> YOUR ASSIGNMENT
Answer with one number only: the count of lines below that hold the word "serif".

> SUPPLIED ENTRIES

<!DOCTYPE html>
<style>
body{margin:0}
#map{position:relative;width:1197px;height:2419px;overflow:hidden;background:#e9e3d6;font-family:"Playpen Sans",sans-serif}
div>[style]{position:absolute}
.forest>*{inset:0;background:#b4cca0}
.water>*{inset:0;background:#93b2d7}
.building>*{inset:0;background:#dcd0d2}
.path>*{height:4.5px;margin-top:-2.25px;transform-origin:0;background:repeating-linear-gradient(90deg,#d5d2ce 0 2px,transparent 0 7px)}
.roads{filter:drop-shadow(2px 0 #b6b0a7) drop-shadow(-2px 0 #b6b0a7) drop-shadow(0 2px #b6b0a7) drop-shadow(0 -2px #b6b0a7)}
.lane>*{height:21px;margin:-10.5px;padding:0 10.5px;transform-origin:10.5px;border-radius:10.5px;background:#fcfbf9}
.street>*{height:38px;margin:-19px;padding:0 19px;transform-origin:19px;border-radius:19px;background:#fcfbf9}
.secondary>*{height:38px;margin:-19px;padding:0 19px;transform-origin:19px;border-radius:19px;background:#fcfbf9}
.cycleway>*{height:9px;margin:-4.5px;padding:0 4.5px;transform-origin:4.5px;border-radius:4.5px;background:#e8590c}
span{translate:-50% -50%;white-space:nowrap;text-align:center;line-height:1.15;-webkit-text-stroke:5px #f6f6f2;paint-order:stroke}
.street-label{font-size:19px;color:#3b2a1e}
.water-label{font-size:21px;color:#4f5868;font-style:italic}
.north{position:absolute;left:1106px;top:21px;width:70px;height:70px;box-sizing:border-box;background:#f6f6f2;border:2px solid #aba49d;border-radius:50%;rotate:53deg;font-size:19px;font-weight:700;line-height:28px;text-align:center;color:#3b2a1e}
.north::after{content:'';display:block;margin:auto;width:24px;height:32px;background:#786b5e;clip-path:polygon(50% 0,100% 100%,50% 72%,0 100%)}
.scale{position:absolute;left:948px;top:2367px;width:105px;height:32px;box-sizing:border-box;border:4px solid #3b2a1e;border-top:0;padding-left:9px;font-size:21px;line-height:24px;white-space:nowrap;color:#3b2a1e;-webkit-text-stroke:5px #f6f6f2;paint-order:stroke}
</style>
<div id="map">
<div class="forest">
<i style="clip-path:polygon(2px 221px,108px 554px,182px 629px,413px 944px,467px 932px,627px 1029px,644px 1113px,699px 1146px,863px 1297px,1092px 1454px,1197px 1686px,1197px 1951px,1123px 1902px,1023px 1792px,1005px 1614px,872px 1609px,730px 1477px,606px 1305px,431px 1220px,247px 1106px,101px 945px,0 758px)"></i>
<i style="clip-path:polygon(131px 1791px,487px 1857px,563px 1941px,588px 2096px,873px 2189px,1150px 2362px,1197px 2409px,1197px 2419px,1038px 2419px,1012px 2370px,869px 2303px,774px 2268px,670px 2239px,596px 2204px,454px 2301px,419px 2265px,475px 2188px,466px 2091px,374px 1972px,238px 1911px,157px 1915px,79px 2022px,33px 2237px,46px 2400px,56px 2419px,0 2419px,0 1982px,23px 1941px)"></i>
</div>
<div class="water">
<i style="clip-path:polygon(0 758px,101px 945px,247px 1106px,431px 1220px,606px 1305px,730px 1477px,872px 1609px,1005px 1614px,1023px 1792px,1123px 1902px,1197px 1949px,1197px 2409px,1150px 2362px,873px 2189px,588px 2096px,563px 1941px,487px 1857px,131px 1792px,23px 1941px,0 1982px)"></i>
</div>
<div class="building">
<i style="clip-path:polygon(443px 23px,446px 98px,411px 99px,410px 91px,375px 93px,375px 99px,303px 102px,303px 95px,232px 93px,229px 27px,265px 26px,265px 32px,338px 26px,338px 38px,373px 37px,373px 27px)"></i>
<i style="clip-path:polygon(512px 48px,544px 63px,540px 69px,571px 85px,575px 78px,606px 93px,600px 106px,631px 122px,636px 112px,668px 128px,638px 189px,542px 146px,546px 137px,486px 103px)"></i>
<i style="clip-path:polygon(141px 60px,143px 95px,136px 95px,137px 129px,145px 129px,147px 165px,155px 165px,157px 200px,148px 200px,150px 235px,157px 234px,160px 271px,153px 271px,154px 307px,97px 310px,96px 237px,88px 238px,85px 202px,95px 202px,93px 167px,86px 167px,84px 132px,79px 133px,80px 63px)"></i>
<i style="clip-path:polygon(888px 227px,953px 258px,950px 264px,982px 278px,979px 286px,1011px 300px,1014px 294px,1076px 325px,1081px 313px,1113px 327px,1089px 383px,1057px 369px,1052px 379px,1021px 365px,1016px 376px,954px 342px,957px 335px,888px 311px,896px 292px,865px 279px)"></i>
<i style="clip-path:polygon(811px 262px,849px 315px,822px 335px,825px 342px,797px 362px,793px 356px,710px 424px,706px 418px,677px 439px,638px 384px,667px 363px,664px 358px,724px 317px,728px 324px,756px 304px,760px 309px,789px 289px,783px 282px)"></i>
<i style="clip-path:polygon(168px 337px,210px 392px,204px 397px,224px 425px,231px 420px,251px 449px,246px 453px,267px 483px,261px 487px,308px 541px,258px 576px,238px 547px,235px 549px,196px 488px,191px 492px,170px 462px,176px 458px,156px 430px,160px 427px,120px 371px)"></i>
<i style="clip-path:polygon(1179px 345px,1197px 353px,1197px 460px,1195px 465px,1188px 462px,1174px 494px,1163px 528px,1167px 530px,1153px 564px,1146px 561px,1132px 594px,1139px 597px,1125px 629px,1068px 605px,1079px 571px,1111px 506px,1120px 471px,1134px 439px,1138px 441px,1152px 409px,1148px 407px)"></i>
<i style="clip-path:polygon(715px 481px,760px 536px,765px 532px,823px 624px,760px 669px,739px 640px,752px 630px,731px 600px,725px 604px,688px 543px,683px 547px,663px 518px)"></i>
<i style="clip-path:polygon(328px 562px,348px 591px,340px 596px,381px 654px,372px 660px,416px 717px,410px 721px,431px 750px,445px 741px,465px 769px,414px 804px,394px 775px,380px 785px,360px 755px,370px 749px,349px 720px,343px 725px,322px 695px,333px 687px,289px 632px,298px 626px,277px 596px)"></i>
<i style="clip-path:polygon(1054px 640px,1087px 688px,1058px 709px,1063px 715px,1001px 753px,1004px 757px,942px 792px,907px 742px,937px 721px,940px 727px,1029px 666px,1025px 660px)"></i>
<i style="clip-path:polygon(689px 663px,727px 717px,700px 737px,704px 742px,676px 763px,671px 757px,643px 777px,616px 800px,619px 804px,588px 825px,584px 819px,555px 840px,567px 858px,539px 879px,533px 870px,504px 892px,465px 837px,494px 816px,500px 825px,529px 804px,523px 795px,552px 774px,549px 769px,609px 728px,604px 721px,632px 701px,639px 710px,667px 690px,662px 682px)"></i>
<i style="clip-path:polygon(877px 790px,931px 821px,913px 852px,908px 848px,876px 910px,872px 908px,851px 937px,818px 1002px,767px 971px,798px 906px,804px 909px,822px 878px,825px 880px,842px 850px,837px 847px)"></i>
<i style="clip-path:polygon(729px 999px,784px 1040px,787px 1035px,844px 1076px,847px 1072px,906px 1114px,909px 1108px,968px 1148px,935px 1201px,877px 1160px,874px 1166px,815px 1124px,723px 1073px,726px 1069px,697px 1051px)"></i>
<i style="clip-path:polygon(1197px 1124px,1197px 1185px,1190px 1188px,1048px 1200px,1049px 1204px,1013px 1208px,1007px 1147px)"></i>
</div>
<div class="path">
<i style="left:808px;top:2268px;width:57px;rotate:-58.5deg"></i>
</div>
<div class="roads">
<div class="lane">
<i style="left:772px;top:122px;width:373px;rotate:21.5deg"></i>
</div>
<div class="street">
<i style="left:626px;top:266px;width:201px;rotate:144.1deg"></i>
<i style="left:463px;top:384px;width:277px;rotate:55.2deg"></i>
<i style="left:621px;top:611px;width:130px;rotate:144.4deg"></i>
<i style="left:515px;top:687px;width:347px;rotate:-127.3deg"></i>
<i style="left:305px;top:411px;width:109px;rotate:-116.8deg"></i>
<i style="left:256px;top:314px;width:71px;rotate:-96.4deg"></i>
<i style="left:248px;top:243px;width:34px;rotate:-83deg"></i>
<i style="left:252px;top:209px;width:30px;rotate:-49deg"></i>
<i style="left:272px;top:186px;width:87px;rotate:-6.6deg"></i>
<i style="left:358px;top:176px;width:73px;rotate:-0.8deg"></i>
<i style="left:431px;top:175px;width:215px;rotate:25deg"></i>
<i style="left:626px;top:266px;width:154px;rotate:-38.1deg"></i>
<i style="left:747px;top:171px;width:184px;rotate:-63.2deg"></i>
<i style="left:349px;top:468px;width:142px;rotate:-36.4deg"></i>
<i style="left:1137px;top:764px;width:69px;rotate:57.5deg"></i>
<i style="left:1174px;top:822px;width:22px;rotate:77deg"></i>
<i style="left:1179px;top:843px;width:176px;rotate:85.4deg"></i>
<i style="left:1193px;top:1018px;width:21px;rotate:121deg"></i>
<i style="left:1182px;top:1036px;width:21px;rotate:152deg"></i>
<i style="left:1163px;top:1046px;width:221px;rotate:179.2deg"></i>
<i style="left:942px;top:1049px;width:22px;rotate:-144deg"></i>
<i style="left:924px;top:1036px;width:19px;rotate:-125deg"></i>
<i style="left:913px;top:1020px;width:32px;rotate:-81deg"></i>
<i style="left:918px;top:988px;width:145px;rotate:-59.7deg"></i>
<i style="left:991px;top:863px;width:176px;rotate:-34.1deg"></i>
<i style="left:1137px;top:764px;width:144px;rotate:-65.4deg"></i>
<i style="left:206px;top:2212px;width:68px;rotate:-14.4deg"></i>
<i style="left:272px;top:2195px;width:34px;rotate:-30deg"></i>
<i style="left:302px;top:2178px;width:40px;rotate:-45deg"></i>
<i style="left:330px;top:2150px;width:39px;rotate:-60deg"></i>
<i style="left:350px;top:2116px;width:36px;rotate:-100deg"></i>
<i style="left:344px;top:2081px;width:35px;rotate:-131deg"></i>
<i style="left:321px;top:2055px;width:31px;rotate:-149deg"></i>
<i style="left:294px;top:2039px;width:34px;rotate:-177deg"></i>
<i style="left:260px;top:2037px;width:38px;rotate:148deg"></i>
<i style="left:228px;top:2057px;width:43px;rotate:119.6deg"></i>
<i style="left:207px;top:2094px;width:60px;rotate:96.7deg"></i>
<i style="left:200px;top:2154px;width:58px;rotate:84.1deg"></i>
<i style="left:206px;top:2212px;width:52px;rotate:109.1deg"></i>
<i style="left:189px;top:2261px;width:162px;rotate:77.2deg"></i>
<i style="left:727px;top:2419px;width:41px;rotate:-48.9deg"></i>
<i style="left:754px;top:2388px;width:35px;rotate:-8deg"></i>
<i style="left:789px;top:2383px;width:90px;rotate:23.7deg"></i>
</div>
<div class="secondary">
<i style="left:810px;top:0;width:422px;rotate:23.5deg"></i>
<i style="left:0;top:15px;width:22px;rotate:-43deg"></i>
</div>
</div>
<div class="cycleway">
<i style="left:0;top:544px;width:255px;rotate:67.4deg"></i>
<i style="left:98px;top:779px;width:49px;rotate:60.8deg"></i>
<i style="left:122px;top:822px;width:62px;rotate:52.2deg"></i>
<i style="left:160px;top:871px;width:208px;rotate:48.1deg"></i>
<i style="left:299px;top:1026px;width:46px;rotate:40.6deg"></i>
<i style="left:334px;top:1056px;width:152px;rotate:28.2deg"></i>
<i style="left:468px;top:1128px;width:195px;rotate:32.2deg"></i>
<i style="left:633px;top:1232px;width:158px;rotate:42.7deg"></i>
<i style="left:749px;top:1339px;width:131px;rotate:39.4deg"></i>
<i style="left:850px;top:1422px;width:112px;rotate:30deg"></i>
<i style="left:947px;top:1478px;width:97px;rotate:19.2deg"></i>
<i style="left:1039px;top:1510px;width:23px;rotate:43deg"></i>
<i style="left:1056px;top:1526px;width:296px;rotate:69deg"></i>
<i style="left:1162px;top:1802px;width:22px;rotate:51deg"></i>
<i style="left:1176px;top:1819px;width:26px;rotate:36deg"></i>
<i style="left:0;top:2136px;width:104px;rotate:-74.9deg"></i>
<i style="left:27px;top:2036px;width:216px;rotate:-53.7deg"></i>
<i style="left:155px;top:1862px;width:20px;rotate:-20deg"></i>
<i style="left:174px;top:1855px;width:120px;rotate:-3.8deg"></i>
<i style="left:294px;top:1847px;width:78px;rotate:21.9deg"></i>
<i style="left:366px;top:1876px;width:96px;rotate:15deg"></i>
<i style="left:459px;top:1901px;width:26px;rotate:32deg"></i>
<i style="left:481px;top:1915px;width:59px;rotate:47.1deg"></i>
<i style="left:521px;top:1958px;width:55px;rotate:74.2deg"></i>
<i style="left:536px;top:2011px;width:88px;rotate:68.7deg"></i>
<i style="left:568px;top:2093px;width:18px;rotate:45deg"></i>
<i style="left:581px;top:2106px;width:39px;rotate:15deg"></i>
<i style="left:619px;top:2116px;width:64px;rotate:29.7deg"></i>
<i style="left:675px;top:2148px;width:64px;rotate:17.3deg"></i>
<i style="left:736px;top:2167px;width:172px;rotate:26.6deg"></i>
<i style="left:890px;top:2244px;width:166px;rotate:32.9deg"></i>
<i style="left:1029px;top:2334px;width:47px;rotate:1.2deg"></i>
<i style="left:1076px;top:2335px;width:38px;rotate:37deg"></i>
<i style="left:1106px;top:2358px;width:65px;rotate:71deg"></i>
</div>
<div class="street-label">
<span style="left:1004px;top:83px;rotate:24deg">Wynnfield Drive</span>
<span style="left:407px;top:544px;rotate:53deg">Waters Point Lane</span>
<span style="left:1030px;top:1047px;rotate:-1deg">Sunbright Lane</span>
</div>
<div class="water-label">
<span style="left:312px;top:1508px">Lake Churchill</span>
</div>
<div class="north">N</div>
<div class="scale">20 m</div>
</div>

* * *

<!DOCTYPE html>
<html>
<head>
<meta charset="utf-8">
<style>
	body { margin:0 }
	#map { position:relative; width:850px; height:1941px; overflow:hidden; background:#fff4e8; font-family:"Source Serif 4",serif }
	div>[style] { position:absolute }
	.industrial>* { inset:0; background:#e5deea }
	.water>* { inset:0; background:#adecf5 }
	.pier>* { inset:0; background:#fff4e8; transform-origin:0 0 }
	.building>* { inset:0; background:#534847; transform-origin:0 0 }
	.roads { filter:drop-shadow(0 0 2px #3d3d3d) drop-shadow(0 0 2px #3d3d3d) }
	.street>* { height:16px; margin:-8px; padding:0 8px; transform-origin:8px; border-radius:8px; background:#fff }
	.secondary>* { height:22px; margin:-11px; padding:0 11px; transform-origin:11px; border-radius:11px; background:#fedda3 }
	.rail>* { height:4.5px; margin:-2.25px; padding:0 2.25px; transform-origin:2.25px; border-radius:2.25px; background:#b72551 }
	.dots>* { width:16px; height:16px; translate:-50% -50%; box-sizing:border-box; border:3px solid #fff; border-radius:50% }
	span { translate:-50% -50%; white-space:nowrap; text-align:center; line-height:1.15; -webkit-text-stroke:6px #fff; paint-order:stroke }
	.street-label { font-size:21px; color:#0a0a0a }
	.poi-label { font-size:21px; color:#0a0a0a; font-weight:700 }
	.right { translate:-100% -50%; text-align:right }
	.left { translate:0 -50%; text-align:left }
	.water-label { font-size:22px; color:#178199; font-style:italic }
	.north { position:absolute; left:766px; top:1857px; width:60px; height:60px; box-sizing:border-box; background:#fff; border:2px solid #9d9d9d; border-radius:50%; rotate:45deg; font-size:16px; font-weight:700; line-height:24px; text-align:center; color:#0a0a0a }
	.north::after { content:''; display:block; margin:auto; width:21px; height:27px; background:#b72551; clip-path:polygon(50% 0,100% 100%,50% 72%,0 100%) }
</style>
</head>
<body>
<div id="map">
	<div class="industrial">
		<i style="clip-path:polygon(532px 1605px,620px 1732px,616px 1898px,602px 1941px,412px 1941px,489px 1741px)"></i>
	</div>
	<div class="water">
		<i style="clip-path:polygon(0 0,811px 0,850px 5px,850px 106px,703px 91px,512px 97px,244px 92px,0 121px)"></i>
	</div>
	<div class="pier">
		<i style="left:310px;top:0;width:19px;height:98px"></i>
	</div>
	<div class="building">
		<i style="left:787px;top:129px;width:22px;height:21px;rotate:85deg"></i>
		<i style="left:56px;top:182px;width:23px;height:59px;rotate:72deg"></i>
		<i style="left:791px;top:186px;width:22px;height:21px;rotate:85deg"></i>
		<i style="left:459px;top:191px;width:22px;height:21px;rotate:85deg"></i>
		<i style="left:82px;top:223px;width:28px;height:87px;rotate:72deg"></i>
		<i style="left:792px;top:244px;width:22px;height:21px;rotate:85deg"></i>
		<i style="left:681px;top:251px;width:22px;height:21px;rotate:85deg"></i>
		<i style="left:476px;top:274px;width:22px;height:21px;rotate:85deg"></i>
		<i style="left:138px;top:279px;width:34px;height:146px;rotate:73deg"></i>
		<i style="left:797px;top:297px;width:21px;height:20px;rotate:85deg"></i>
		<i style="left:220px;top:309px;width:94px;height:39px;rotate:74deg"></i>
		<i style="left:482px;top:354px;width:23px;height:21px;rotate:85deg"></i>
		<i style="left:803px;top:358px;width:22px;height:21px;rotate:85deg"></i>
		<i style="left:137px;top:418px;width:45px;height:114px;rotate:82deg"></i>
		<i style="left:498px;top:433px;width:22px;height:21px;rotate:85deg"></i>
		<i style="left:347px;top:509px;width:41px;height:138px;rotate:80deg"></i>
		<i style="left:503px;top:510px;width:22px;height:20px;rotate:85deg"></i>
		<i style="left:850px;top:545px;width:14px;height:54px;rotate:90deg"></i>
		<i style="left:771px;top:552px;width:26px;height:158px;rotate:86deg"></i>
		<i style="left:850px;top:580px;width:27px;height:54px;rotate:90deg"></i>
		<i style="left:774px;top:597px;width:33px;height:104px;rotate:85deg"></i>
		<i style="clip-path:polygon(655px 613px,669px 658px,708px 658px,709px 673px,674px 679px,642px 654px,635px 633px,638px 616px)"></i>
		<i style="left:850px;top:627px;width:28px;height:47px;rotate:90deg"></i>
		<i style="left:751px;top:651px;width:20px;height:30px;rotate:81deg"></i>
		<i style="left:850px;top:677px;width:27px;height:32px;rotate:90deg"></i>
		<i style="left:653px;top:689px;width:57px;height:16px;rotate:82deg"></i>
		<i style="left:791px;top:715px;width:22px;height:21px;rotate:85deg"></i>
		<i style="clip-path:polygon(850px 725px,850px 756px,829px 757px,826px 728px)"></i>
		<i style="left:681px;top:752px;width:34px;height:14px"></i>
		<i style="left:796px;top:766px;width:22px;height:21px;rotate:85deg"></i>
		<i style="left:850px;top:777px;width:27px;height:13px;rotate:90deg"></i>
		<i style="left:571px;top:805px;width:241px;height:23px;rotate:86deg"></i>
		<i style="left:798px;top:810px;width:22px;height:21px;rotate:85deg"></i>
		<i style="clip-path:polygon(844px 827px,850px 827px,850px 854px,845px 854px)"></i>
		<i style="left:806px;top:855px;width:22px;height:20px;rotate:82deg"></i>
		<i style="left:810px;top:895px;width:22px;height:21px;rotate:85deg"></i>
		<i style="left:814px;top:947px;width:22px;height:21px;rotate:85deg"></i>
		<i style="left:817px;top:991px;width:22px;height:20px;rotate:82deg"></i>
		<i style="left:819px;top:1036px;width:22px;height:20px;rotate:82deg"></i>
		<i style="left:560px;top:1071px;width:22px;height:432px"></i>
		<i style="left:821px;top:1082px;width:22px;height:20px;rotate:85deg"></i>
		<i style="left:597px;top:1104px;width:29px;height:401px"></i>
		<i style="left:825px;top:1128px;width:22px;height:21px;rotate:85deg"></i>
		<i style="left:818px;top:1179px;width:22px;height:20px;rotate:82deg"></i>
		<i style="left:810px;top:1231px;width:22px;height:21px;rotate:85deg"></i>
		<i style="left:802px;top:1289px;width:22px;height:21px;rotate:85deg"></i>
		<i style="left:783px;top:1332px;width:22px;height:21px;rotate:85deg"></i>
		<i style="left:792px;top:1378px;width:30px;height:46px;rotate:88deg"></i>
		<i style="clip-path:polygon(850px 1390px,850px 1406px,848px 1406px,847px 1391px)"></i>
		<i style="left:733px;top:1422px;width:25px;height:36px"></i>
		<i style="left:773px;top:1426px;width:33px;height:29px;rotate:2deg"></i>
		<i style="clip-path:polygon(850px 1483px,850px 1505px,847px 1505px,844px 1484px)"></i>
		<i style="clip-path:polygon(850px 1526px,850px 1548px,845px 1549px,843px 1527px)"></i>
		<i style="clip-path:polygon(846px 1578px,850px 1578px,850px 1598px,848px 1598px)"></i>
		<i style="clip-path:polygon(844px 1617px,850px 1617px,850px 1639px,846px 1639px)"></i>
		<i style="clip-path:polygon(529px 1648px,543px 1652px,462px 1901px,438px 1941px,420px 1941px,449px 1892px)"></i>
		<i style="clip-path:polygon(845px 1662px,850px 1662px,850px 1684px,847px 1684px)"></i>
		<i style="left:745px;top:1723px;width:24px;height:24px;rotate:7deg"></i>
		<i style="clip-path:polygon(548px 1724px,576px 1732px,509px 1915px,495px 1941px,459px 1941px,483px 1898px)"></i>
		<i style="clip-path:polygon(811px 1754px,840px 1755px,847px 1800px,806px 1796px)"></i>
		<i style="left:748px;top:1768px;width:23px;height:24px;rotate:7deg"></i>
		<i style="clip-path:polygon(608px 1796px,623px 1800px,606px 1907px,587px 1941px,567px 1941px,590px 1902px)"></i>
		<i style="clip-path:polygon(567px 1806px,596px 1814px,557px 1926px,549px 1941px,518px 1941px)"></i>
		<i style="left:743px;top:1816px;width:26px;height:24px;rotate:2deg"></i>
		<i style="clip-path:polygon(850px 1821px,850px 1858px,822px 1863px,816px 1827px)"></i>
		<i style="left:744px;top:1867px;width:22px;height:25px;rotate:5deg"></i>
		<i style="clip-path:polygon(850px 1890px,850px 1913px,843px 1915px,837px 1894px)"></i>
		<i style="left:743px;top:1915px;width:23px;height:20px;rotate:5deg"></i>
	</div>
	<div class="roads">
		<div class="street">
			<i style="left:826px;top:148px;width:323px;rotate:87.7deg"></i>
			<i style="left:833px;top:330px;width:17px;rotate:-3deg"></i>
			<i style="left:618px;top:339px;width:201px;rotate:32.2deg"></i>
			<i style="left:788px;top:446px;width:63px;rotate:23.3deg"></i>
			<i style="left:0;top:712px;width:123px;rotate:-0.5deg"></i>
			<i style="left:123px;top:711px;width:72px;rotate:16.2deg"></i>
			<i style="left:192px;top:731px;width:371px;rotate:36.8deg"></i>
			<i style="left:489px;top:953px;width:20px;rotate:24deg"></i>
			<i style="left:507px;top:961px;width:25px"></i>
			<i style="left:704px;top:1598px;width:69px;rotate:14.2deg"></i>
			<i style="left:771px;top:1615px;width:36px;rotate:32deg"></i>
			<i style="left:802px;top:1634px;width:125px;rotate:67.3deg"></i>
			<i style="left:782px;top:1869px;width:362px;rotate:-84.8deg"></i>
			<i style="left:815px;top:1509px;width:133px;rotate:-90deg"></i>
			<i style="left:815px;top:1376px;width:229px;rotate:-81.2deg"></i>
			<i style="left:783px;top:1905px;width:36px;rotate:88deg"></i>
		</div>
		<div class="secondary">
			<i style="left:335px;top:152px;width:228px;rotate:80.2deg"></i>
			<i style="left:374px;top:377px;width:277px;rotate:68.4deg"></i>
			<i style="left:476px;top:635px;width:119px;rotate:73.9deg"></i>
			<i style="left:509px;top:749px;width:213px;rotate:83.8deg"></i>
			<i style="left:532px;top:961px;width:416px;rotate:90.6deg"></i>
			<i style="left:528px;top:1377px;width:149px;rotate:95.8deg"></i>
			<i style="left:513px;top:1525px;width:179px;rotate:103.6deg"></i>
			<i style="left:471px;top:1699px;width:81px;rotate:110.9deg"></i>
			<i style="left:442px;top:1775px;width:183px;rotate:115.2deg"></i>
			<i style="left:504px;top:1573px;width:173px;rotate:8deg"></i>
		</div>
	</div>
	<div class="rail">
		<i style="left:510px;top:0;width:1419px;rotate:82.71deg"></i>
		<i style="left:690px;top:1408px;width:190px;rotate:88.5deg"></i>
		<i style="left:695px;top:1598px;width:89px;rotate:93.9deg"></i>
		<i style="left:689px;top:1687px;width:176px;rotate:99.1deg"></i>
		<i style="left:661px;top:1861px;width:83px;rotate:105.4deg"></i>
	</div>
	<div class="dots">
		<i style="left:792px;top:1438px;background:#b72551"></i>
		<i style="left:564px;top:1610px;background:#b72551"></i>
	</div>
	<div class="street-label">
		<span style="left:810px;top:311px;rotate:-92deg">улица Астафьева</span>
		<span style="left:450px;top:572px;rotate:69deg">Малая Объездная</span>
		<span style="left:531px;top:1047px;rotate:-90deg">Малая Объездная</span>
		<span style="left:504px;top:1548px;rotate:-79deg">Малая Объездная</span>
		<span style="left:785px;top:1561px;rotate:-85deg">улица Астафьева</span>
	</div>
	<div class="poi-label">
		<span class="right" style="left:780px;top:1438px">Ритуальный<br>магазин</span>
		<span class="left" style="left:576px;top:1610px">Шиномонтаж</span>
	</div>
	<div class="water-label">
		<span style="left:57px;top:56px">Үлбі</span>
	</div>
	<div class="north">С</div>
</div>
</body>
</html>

> EXERCISE RESULT
2